What this task involves
Pictures stay out. All the rest of the records must be repeated exactly.

The data
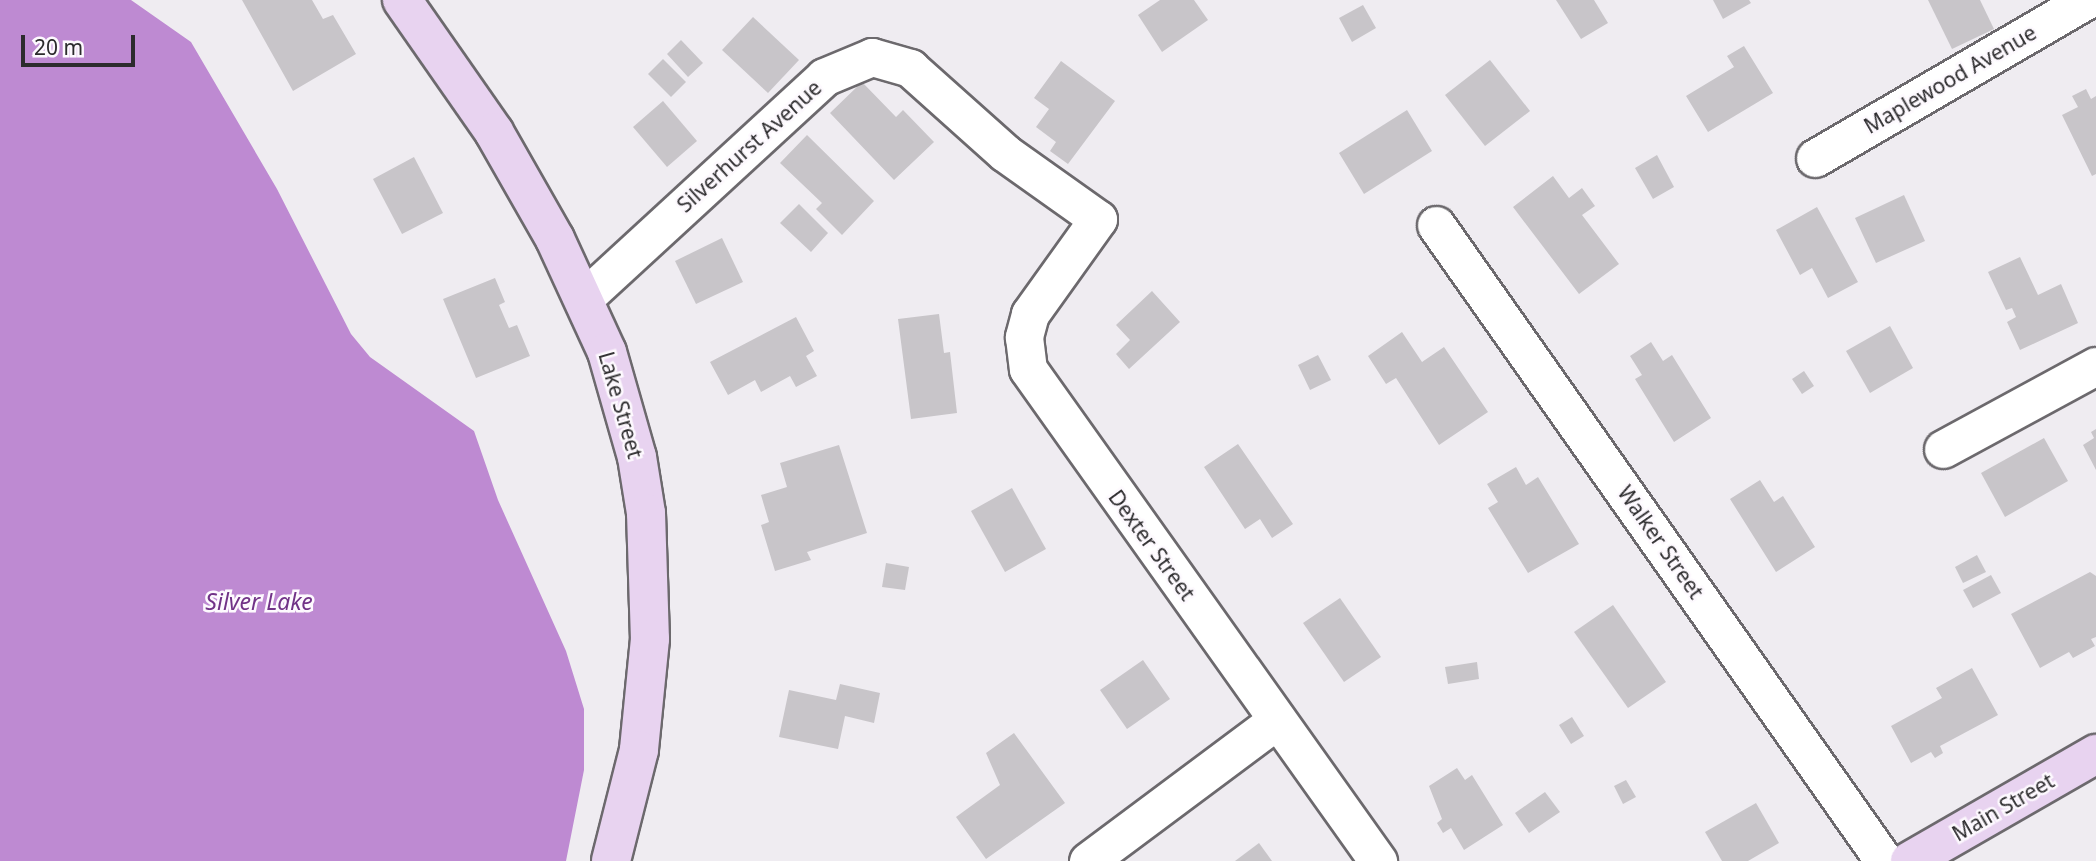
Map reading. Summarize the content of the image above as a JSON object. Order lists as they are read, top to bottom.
{
  "streets": {
    "street": [
      "Maplewood Avenue",
      "Silverhurst Avenue",
      "Lake Street",
      "Walker Street",
      "Dexter Street",
      "Main Street"
    ]
  },
  "crossings": [
    ["Silverhurst Avenue", "Lake Street"],
    ["Silverhurst Avenue", "Dexter Street"]
  ],
  "water": ["Silver Lake"],
  "scale_bar": "20 m"
}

Solution below
Map reading. Summarize the content of the image above as a JSON object. Order lists as they are read, top to bottom.
{
  "streets": {
    "street": [
      "Maplewood Avenue",
      "Silverhurst Avenue",
      "Lake Street",
      "Walker Street",
      "Dexter Street",
      "Main Street"
    ]
  },
  "crossings": [
    ["Silverhurst Avenue", "Lake Street"],
    ["Silverhurst Avenue", "Dexter Street"]
  ],
  "water": ["Silver Lake"],
  "scale_bar": "20 m"
}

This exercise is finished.